Lloyd & Mousilli always endeavors to educate our clients on their intellectual property strategies. With this objective in mind, we have prepared this brief overview for you of provisional patent applications with some key points to consider in filing.
The U.S. Patent and Trademark Office (USPTO) offers inventors the option of filing a provisional application for patent which was designed to provide a lower-cost first patent filing in the United States than traditional nonprovisional patent applications.
A provisional application does not have the same formal patent claim, oath, declaration, and other requirements of a nonprovisional application, but does provide the means to establish an early effective filing date in a later filed nonprovisional patent application. It also allows the term “Patent Pending” to be applied with the described invention.
- The U.S. joined the “first-to-file” world and the first inventor to file gets the patent, as opposed to the old USPTO system of “first-to-invent”
- The provisional application gives inventors and companies nearly 12 months to explore market acceptance and opportunities
- Filing a provisional application is NOT a substitute for filing a non-provisional (utility or design) patent application
- The provisional application expires ON the one-year anniversary; the non-provisional application must be filed WITHIN the one-year provisional period (Read: Patent Application Preparation Outline)
- The provisional application does NOT start the pendency clock running to get your patent application evaluated (“examined”) by the patent examiner
- A public disclosure (e.g., publication, public use, offer for sale) more than one year before the provisional application filing date would bar patenting in the U.S.

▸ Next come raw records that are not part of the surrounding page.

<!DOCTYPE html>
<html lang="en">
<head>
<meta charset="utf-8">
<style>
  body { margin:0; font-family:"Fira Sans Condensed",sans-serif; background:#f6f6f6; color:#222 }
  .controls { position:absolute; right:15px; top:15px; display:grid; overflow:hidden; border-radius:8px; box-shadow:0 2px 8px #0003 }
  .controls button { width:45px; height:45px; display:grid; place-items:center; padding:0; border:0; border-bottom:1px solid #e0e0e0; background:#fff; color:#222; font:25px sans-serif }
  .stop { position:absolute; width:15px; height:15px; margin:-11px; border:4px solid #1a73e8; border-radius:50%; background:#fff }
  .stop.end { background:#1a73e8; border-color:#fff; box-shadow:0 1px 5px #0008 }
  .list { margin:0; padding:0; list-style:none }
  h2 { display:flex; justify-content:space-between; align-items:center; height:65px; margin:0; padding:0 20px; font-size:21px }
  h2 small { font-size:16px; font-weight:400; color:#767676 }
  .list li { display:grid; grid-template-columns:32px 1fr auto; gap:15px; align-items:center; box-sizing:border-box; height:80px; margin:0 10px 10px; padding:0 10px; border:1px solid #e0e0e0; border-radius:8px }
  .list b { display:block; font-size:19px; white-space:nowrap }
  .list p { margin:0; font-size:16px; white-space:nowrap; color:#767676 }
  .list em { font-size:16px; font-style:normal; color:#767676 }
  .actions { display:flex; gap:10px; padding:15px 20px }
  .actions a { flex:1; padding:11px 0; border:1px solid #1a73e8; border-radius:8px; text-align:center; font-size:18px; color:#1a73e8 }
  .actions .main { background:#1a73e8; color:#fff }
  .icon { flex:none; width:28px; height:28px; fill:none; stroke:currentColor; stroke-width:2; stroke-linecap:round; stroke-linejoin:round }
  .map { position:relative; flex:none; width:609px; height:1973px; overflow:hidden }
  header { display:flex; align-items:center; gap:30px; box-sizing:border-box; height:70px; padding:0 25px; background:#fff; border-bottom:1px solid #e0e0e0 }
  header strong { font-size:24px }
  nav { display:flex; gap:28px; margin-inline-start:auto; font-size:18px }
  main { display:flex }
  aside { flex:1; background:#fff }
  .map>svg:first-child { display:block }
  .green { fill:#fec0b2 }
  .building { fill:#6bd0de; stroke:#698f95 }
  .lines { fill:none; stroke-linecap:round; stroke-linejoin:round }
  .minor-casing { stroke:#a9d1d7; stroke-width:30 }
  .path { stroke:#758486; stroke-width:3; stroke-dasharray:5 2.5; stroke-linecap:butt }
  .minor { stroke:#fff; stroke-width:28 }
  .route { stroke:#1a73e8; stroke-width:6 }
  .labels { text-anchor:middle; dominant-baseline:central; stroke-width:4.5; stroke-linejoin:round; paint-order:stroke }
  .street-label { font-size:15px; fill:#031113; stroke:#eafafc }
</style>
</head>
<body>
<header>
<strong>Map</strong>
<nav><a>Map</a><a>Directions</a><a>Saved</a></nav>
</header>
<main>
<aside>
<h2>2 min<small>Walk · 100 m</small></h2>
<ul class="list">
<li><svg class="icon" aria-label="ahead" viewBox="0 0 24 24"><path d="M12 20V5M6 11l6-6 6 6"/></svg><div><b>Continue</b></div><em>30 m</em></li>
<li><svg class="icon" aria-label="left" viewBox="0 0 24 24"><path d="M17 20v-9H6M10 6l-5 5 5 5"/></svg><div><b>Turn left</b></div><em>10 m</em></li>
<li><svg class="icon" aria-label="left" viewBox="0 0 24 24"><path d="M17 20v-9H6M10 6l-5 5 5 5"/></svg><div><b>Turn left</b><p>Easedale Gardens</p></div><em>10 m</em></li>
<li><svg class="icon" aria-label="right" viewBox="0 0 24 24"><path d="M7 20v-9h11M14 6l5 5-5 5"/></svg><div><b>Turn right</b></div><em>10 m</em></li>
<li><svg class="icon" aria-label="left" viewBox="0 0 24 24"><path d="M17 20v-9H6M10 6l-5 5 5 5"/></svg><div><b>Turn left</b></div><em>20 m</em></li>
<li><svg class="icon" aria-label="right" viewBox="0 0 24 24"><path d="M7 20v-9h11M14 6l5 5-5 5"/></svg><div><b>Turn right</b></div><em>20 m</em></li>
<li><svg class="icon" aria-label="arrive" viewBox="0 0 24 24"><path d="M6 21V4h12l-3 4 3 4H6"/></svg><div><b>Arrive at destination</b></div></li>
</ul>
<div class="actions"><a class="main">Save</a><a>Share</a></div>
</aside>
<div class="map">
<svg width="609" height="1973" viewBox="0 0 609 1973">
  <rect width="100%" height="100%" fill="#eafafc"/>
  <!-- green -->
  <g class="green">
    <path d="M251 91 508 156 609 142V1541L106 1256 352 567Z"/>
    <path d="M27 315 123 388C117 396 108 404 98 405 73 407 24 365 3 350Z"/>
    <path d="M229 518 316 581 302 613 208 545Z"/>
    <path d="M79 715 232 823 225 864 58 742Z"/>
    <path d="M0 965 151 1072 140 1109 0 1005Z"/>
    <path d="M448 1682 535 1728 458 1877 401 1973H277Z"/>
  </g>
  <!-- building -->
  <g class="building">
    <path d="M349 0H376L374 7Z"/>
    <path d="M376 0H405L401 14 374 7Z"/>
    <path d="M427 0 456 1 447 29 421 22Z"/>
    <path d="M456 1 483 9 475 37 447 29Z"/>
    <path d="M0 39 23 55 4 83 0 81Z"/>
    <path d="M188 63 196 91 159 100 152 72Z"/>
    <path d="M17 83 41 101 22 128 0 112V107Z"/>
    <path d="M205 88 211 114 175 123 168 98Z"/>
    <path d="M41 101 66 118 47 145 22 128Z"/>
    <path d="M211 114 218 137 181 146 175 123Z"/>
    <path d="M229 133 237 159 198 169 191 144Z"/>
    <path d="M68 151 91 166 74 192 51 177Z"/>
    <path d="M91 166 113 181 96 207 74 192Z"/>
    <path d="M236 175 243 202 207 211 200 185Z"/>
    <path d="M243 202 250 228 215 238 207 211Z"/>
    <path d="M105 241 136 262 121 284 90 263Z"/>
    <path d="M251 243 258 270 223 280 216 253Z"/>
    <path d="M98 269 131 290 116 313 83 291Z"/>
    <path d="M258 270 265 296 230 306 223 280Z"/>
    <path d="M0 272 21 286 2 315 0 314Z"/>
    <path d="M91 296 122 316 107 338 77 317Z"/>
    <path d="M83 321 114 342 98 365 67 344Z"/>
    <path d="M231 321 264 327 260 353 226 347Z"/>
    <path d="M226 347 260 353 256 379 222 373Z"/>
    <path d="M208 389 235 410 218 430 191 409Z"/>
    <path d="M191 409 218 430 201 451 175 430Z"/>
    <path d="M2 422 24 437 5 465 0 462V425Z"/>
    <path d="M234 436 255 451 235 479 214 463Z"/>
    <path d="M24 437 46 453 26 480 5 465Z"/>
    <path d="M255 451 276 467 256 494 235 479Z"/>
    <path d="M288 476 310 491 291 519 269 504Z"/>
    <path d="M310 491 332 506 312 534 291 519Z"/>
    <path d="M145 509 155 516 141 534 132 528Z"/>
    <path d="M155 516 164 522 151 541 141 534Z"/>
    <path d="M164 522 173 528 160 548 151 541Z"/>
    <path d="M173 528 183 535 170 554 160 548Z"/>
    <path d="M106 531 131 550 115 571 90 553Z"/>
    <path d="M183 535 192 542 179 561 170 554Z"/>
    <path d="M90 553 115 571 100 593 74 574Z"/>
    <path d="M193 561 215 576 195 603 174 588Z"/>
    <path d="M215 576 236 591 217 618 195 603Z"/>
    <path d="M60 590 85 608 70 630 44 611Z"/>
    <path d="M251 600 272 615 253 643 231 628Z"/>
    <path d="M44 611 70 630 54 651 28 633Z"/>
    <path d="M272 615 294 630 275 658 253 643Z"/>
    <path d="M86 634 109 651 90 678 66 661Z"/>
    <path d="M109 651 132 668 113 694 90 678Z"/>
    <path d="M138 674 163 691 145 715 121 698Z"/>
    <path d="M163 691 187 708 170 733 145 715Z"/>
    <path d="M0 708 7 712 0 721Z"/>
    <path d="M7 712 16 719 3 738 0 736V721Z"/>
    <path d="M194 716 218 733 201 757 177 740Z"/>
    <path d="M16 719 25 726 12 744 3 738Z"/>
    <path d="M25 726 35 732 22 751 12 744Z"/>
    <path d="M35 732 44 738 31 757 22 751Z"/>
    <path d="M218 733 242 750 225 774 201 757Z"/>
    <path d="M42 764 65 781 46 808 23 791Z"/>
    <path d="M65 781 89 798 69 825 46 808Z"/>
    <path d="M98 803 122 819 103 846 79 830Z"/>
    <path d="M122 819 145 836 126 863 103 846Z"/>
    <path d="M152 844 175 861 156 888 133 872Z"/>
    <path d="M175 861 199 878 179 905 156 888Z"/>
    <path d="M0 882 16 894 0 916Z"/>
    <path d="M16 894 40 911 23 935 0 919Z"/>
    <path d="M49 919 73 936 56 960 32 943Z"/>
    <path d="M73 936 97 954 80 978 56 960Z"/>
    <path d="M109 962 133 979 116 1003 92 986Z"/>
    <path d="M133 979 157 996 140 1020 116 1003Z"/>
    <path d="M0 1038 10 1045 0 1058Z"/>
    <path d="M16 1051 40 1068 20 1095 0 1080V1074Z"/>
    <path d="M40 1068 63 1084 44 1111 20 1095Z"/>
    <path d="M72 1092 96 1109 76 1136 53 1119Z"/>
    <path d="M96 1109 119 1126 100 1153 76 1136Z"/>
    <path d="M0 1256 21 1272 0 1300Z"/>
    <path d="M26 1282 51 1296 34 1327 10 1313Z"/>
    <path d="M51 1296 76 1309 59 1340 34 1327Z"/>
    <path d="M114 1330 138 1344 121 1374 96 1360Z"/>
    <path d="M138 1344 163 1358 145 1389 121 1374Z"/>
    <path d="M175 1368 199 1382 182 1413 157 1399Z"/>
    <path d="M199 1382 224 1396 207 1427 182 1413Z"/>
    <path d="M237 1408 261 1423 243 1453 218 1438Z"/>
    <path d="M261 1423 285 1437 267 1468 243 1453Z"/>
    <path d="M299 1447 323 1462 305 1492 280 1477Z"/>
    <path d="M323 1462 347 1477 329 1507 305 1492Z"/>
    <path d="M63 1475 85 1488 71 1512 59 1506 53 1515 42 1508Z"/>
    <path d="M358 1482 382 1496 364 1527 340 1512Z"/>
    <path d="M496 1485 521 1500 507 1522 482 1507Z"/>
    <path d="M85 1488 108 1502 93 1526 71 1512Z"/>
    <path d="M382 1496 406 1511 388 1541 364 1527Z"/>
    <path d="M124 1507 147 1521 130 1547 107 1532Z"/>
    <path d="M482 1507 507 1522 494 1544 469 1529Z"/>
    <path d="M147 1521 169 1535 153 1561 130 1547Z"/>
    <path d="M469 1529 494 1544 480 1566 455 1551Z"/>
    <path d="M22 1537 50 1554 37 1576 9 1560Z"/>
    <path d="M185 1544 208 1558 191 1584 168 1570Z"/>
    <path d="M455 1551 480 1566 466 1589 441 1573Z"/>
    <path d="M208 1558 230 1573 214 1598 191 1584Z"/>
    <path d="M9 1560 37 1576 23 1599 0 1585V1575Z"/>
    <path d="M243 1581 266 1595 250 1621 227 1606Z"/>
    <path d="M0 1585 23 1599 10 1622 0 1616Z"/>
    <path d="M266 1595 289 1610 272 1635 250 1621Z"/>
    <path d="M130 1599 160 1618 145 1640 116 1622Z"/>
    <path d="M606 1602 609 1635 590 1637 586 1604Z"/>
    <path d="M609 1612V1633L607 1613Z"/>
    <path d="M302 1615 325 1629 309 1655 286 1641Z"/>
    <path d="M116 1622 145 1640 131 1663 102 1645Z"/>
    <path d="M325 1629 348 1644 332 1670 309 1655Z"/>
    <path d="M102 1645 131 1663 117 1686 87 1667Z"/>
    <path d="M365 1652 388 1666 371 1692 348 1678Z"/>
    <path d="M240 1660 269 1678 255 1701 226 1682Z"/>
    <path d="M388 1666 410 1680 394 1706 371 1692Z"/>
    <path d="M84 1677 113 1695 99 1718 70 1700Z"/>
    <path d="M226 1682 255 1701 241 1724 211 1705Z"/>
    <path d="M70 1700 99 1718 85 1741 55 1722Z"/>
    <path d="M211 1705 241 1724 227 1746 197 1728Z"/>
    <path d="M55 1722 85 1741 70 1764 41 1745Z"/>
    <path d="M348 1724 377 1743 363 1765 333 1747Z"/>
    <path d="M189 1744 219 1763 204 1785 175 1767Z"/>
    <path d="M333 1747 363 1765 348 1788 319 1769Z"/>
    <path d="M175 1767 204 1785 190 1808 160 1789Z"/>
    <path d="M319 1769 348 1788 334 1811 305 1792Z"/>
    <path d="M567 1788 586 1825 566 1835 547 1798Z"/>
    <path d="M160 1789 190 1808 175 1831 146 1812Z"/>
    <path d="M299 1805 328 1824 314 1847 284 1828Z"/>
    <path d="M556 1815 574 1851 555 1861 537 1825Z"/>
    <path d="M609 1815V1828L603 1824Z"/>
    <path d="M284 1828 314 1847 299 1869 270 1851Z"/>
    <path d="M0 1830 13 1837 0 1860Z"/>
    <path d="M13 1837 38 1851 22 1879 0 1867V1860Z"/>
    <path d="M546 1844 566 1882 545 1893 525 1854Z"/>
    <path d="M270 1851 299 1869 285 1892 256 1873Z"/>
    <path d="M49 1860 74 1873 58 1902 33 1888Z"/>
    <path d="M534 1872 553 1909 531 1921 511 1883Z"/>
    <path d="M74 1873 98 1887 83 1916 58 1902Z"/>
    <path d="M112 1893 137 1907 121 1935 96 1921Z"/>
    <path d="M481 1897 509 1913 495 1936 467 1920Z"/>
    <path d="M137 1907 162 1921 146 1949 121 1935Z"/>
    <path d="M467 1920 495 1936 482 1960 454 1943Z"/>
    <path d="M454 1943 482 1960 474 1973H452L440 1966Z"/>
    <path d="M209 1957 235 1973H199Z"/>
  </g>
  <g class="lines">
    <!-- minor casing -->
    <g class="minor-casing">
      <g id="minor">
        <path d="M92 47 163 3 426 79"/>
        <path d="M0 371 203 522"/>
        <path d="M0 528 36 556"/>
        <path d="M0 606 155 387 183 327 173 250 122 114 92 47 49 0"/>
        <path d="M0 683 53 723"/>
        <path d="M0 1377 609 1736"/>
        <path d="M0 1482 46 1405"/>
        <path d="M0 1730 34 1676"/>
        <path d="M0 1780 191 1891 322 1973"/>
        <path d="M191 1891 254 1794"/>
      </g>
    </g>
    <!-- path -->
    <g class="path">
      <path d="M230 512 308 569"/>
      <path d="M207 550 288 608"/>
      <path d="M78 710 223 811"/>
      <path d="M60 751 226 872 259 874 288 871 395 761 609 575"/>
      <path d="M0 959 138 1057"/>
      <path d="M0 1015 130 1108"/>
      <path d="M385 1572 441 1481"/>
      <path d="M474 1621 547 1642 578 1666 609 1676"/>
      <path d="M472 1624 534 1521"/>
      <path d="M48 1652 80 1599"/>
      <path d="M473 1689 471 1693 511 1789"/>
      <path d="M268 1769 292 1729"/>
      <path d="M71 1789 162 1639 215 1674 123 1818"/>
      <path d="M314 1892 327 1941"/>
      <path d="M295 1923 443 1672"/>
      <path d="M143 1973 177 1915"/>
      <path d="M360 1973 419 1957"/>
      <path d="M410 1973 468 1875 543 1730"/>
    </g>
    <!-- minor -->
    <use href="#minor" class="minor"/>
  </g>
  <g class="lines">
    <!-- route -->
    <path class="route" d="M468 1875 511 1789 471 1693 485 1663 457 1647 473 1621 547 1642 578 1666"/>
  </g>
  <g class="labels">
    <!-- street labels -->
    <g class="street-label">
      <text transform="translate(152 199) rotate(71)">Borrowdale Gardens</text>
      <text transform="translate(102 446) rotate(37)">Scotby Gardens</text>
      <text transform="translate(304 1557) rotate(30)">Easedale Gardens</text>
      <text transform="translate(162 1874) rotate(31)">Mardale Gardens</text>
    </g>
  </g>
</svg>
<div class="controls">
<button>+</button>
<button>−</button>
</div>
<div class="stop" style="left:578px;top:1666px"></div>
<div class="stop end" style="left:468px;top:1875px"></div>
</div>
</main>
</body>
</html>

- The provisional filing fee is less than the non-provisional filing fees ($130 USD versus about $730)
- The attorney fees are typically substantially less to prepare a provisional application than the non-provisional application, depending on the complexity
- Once the Invention Disclosure Questionnaire has been completed by the client, a better estimate of the attorney fees can be provided
- The provisional application needs to anticipate as many different ways of practicing the novel aspects of the invention as possible in order to give sufficient flexibility to write a good non-provisional patent application
- The provisional application is subject to the same disclosure requirements of the non-provisional application. At a minimum it must:
- (1) sufficiently teach others how to “make and use” the invention, and
- (2) show that they were “in possession” as of the date of filing of the entire invention AS CLAIMED in the follow-on nonprovisional application
- There is a risk of not including enough details if no provisional claims are submitted with the provisional patent application
- The provisional application is never examined and is not required to have claims
- There are no strict format and language guidelines for the information submitted in a provisional application
- The provisional application does not require a formal oath (declaration) signed by each inventor
- The provisional application does not require listing of known references in an information disclosure statement (IDS)
- A provisional application can include color and black-and-white pictures in addition to standard line drawings, flowcharts and so forth for the same initial provisional filing fee
- The provisional application is subject to the 100-page limit or extra fees apply
- Multiple provisional applications can be filed and later combined into a single non-provisional patent application
- Reasonable royalties and other patent damages are court awarded judgments for successfully proving patent infringement by others on a patent that has been published and later awarded
- Reasonable royalties and other patent damages cannot accrue from the provisional patent application filing date because the provisional application is not published within the 12 months of its pendency
- Reasonable royalties are only available from the time of publication and only if the infringed claims as published match the claims as issued
This overview may seem complex, but it is extremely important to know and understand the specifics in applying and getting your services patented. Not fully appreciating these details will often lead to your patent application being rejected and unnecessary delays in securing your brand. Lloyd & Mousilli attorneys are ready to help you understand the nuances of protecting your intellectual property and preparing your patent applications to protect your company and brand.